Source material:

-- -- --

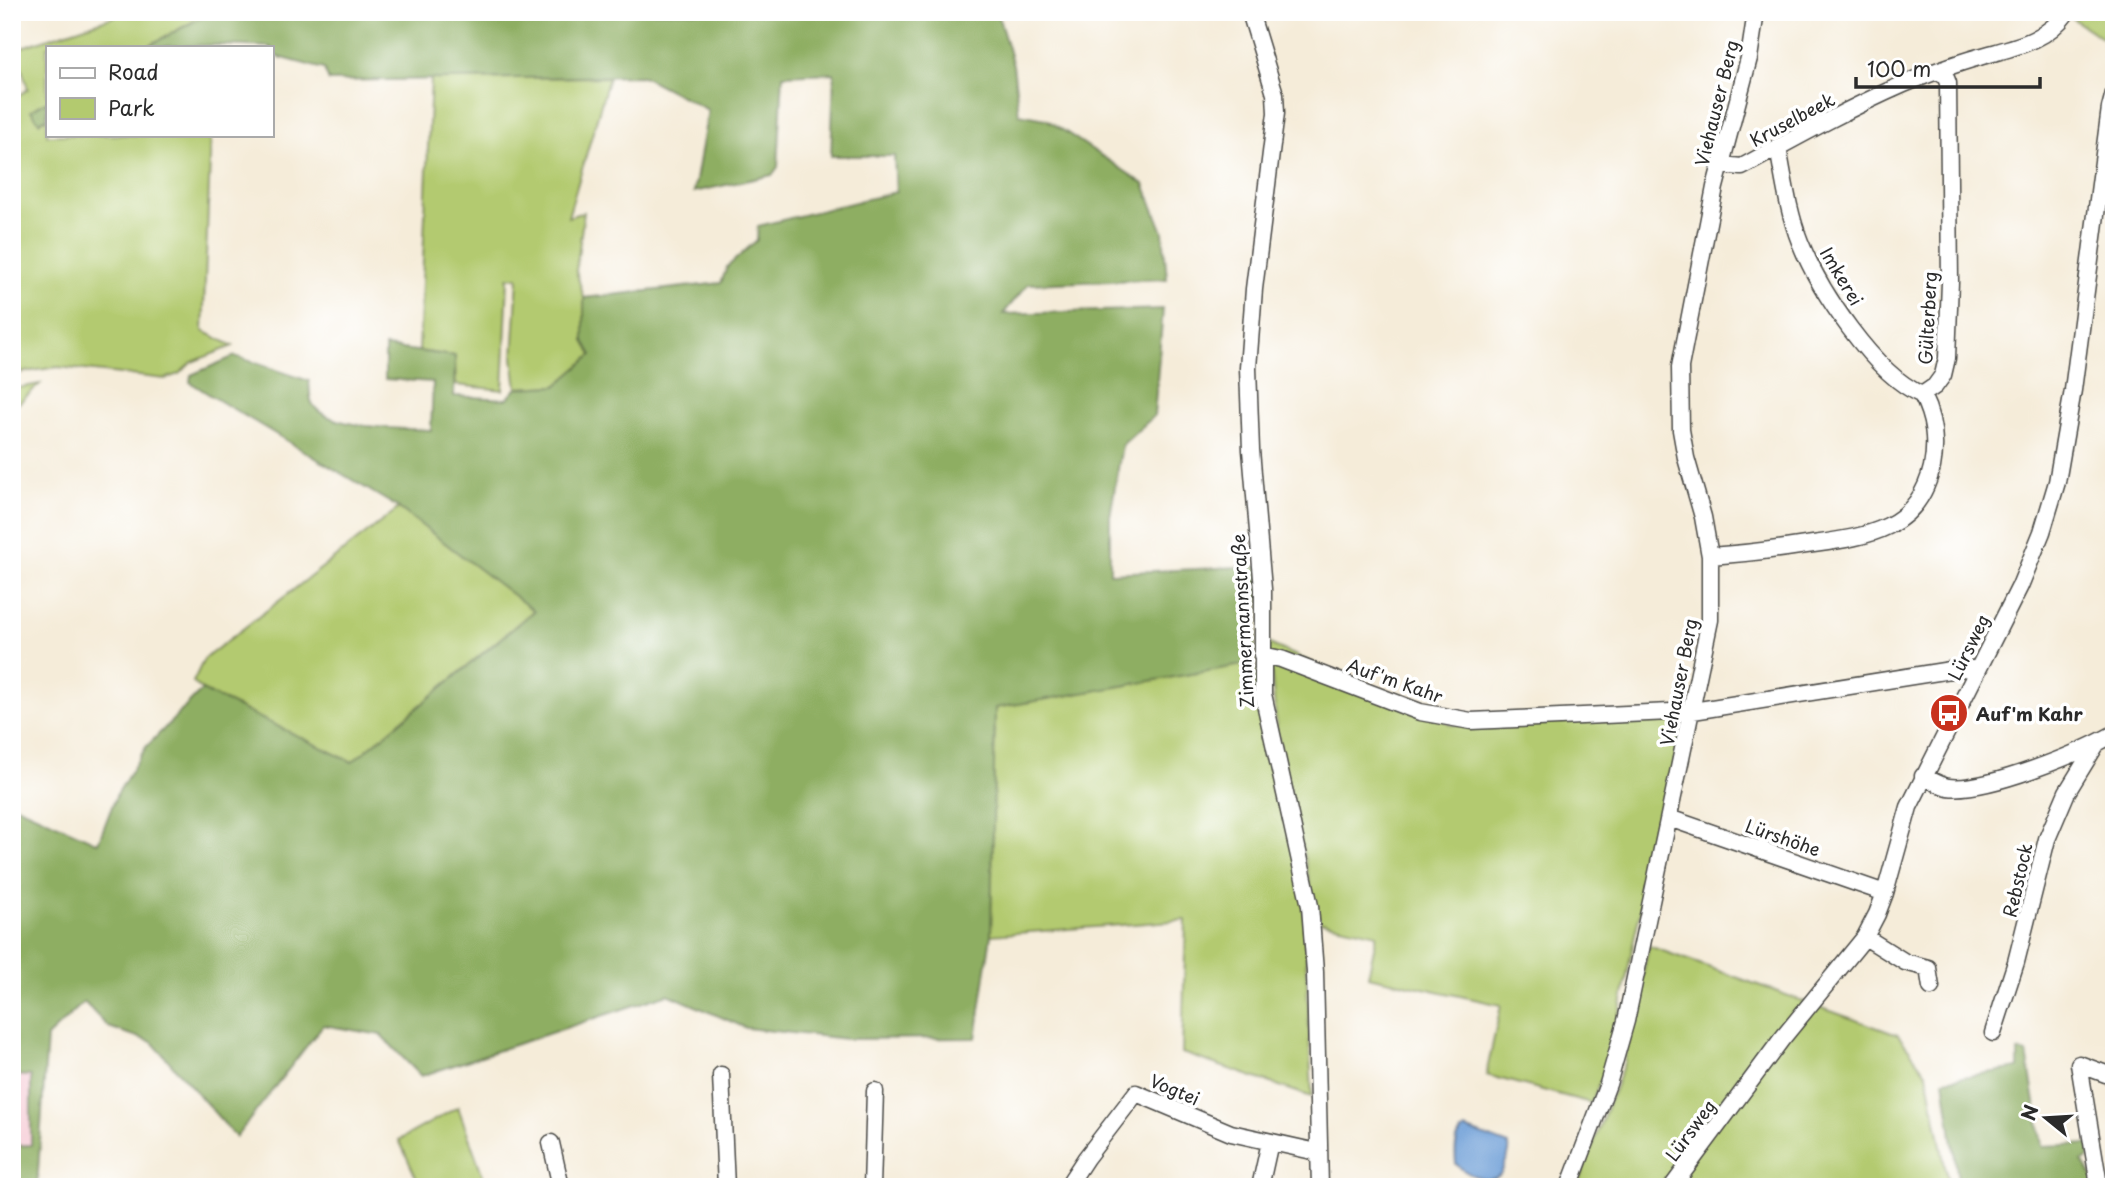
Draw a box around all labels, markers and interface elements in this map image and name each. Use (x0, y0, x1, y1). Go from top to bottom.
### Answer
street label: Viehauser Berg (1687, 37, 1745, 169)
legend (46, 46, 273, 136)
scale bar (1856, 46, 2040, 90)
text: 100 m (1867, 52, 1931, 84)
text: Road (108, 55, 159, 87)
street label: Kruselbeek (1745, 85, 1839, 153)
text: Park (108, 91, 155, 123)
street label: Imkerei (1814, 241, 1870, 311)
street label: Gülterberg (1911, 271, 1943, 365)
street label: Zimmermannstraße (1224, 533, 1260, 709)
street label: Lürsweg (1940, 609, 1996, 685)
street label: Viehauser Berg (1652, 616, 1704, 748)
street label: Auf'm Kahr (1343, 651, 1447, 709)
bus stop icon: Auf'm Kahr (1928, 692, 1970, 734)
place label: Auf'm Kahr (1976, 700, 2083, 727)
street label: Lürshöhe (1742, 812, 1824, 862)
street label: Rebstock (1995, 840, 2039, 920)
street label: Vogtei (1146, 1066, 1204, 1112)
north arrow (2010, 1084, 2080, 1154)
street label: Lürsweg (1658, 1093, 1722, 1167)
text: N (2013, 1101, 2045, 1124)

-- -- --

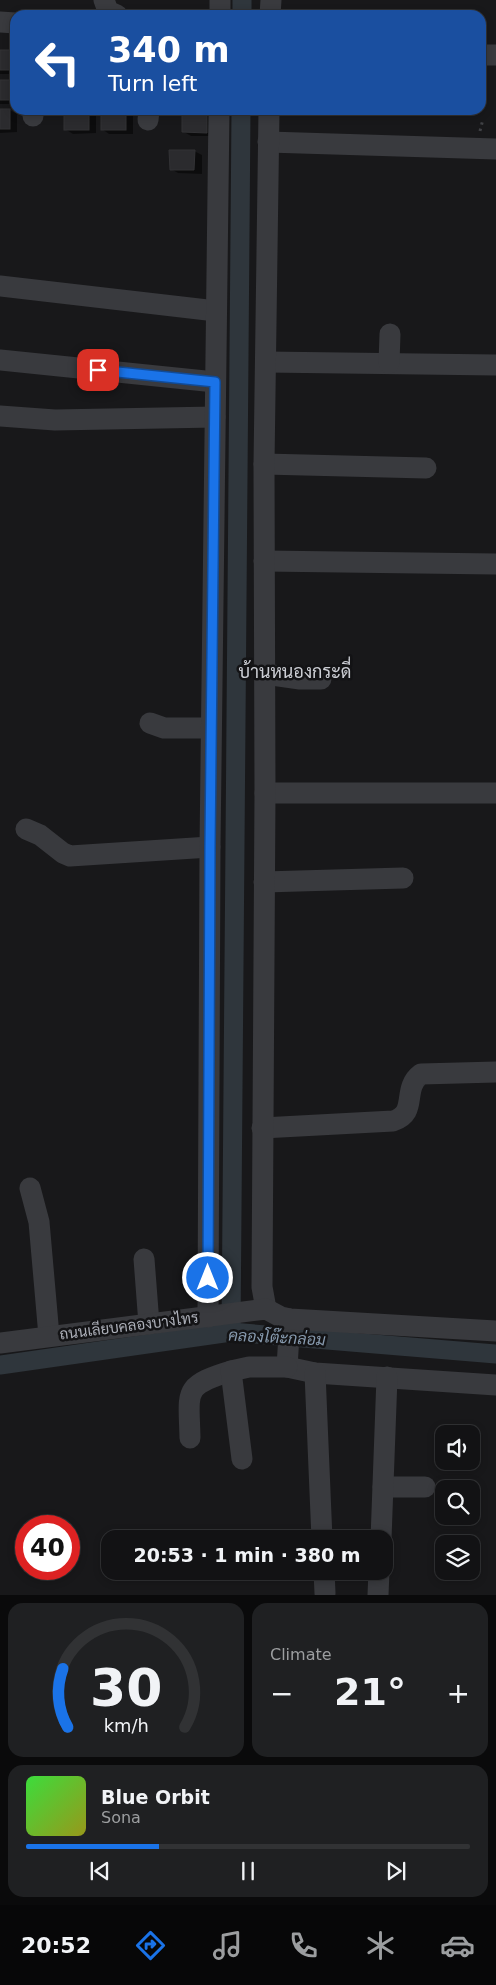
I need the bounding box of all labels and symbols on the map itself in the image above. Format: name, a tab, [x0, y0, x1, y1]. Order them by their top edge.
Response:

-- -- --

To do:
Locate the word "name" in the data above. Copy every line carrying it.

Written answer:
Draw a box around all labels, markers and interface elements in this map image and name each. Use (x0, y0, x1, y1). Go from top to bottom.
I need the bounding box of all labels and symbols on the map itself in the image above. Format: name, a tab, [x0, y0, x1, y1]. Order them by their top edge.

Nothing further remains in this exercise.